KABUL, Afghanistan – It’s been 10 years since the start of the American invasion that toppled the Taliban regime and ushered in the current era in Afghanistan’s history. But that’s not really correct. The invasion was only one part of the picture in those final, cold, bloody months of the Taliban government’s five-year hold on power. Ragtag anti-Taliban Afghan militias did most of the fighting, backed by American air power, money and Special Forces. The factional civil war that had already been raging for nine years roared to its end amidst popular jubilation –especially in the country’s brutally repressed ethnic minority communities– but also terrible crimes, a dangerous flood of weapons and cash that continues to this day, and widespread fear of a return to warlordism.
Resurgent since 2006, the Taliban have prevented or rolled back virtually all social and economic progress in the south and southeast of the country and are gaining ground in the north and are choking off vital trade and travel routes into the central highland region. Joint international and Afghan military operations against the increasingly fractured militant movement have achieved shaky, often fleeting gains at steep costs.
Afghanistan is a place where conflicting trends and movements coexist, sometimes side by side in uneasy peace, sometimes clashing violently. Social boundaries are simultaneously rigid and undefined and ever shifting.
In Kabul, the capital city home to perhaps as much as 20 percent of the population, these conflicts and contradictions are on full display. A single month can see a siege-style attack by Taliban suicide bombers and hundreds of teenagers jumping ecstatically and throwing their arms in the air at the opening of the country’s first ever rock festival.
Women and girls work in offices and shops, run companies, stroll through the markets alone, even drive their own cars in some progressive enclaves –but then vanish with eerie swiftness at nightfall and are palpably unwelcome in the city’s fast food restaurants, where young Afghan men gather to bask in their ideal of modernity, in a gleaming world without women.

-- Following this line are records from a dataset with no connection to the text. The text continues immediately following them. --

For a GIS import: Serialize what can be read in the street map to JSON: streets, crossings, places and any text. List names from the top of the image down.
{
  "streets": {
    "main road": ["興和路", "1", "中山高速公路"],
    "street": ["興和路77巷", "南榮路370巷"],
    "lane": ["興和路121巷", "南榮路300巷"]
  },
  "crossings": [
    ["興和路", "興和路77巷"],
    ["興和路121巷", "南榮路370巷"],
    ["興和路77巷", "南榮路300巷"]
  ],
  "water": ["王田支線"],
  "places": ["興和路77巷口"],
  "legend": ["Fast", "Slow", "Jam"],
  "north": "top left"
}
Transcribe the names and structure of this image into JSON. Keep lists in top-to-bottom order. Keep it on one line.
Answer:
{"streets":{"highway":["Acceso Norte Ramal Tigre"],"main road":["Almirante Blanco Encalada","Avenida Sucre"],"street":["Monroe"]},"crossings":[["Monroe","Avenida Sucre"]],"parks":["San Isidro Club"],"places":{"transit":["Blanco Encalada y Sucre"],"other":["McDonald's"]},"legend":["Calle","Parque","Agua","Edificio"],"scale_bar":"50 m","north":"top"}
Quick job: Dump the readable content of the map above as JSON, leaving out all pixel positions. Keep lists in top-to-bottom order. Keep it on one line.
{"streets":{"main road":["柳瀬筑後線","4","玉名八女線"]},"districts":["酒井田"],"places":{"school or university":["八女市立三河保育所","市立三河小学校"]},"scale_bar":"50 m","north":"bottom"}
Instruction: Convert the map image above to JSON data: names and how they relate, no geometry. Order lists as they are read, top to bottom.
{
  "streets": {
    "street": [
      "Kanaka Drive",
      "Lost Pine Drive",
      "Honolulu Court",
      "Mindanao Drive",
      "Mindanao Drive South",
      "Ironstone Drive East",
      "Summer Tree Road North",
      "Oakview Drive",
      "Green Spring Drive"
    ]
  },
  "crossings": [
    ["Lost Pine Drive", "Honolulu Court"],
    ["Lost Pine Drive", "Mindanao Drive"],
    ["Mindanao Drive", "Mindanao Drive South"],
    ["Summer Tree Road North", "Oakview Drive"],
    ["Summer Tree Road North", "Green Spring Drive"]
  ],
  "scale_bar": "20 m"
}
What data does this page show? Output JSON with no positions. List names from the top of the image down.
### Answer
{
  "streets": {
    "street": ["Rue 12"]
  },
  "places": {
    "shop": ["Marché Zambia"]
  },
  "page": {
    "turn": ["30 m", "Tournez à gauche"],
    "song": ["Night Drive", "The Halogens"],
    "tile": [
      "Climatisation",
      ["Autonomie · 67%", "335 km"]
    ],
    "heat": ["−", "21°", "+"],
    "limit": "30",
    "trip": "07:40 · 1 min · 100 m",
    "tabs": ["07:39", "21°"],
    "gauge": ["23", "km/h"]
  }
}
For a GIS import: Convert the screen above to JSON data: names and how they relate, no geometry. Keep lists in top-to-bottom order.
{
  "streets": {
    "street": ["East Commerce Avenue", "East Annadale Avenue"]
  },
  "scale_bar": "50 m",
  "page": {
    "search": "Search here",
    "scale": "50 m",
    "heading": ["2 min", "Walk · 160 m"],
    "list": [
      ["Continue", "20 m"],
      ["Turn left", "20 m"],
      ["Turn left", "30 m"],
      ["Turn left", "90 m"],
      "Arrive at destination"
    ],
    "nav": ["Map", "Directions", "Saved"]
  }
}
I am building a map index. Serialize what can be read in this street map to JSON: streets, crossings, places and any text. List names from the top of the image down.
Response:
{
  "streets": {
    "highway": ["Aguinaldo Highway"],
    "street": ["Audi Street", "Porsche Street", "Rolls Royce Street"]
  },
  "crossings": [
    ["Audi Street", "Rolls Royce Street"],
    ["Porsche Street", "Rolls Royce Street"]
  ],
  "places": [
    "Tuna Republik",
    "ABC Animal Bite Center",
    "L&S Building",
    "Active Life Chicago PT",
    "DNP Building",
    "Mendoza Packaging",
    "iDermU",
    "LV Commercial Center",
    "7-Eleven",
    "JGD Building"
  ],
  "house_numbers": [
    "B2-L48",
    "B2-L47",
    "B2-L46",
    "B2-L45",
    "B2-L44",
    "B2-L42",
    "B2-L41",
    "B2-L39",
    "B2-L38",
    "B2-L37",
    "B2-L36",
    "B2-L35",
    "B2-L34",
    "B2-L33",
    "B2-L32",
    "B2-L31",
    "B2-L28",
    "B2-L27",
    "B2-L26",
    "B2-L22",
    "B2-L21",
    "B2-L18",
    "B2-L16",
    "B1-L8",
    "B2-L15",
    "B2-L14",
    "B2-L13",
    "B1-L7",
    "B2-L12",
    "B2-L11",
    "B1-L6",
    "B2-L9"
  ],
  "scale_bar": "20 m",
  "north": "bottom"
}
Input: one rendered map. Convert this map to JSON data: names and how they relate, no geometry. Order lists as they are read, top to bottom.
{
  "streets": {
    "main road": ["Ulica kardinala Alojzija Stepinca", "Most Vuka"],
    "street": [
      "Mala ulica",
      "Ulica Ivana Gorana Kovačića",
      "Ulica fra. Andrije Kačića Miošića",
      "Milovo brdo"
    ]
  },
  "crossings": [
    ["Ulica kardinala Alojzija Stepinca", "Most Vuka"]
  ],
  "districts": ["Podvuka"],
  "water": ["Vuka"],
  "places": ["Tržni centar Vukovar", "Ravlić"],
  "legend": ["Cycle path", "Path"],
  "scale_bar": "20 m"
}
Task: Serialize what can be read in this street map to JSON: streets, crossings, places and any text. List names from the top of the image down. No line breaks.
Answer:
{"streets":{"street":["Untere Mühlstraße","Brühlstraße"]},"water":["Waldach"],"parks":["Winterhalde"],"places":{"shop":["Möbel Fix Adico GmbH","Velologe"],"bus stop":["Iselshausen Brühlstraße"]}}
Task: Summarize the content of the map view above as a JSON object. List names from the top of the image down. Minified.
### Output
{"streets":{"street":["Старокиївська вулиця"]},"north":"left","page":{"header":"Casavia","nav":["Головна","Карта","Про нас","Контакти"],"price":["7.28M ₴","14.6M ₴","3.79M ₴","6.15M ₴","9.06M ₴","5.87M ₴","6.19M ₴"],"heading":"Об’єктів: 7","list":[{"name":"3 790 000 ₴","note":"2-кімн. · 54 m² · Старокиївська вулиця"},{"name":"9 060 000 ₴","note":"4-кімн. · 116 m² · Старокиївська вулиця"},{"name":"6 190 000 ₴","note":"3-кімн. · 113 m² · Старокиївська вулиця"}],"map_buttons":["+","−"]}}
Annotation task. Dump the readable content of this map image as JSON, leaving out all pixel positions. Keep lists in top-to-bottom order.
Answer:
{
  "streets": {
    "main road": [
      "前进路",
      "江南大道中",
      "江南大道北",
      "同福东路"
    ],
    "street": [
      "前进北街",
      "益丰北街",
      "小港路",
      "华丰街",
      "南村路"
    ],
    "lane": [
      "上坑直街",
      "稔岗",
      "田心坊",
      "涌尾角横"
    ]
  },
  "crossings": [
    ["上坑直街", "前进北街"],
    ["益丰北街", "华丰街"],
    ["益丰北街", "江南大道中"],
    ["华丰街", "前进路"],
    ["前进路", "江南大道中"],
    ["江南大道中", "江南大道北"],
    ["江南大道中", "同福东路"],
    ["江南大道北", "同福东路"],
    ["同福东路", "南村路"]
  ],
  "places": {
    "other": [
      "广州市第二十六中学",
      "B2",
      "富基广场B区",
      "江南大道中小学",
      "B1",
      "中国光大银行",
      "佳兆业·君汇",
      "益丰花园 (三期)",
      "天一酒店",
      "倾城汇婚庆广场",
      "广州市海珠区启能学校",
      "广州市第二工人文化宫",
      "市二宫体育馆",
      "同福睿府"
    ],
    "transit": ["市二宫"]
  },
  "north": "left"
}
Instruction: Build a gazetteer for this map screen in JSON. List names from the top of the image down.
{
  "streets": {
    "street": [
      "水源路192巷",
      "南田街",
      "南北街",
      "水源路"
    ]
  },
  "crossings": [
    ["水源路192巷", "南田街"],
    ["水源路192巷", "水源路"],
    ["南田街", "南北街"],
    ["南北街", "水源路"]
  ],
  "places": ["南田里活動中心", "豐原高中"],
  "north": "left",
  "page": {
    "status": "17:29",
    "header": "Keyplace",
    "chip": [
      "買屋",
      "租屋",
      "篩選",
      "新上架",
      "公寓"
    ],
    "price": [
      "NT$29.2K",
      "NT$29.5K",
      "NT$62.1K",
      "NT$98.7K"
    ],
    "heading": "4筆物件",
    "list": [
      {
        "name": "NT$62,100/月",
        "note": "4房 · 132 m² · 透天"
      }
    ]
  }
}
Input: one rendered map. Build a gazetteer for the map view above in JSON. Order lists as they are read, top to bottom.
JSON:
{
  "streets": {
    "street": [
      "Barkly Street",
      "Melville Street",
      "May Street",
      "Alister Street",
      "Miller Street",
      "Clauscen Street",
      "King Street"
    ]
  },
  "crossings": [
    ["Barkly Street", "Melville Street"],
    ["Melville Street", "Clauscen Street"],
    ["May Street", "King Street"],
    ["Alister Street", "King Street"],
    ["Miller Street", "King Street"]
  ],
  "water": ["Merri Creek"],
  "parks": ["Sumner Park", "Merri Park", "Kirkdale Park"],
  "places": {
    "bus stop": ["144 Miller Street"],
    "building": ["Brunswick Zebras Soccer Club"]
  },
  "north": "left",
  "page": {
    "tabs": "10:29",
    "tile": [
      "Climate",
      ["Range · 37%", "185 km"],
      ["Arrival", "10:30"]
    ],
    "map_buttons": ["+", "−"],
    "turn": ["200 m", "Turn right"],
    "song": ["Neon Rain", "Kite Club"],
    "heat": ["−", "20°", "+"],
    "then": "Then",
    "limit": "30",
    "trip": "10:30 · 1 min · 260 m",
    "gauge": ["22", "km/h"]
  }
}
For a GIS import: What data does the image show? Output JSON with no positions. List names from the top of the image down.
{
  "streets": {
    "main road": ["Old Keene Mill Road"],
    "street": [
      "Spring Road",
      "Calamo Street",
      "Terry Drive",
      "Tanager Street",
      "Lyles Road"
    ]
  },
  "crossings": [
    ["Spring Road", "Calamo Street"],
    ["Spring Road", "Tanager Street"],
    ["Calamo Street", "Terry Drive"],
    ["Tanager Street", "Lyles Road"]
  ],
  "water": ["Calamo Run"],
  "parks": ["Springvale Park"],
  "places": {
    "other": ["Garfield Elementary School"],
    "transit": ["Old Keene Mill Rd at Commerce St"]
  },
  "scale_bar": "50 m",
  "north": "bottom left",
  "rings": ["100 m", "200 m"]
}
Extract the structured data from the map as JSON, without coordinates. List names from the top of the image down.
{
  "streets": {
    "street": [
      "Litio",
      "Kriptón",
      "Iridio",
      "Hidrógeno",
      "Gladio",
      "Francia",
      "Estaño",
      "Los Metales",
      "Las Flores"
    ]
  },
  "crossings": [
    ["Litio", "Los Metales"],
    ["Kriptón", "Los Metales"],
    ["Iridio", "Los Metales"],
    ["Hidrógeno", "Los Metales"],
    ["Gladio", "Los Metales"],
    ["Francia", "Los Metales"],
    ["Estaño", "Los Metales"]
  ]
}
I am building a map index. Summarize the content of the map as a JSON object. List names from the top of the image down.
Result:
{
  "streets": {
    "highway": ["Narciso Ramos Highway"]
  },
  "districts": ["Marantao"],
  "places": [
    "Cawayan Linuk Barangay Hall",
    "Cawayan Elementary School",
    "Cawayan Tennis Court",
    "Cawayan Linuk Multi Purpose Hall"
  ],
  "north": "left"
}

Raw sewage runs from mud compounds into open street drains and under the sneakers of young, urban Afghans checking their facebook accounts using cheap, pre-paid data service on Chinese knockoff smartphones. In major towns and cities, scarcely a single block is without an internet cafe. From early morning to late at night, these cafes are full of young men, and only young men. They are regarded as off-limits to women and girls.
A small but growing middle class of civil servants, entrepreneurs and nonprofit workers is fueling a construction boom in major urban centers. Many of the new high-rise apartment buildings redefining the ancient skylines of Kabul, Mazar Sharif and Herat are being built with unskilled labor and dangerously low quality building materials, raising the specter of mass tragedy when the next major earthquake hits.
An increasingly sophisticated and assertive galaxy of non-governmental organizations, associations, lobbies and coalitions works on issues ranging from domestic violence to environmental protection. Social conservatives assail them with accusations of moral corruption and frustrate their efforts to address deep social problems such as sexual violence and forced marriages.
Independent media outlets, likewise, have proliferated, bringing to Afghans a hitherto unknown diversity of content and opinion. But most media outlets are still financially unsustainable and rely on grants from international foundations to keep the lights on.
Elections are held for legislatures at the provincial and national levels and for the presidency. But power does not yet change hands peacefully. The two most recent national polls were plagued by fraud, violence and disorder on a massive scale. For these reasons, few Afghans believe there will be any more experiments with democracy after the international community leaves.
Justice sector reform, a key demand of ordinary Afghans after decades of repressive and arbitrary rule, has been slow, halting and underfunded. A functioning court system is still years, if not decades, away. Progress on this front, too, has been patchy. Executions are still carried out, but they are no longer public spectacles (outside of Taliban-controlled areas) and the death penalty is reserved for violent crimes. Afghanistan’s women’s prisons, scrutinized by human rights workers and renovated with aid money, are no longer decaying houses of horror. But women are still routinely arrested for “moral” crimes, abused by the police and handed arbitrary and excessive prison sentences by misogynist judges. Torture is rife in men’s prisons and in police detention. Fair trials remain the rare exception.
Afghan young people look enviously at the movements launched by their peers in the Middle East and try hard to imagine a day when their moment to move history, to drive reform and to demand accountability from those in power will come. They are the overwhelming majority, these young people, and they carry hope in their hearts, but also fierce anger at the innumerable injustices that continue to choke progress in their country like the gritty dust of unpaved roads chokes their throats.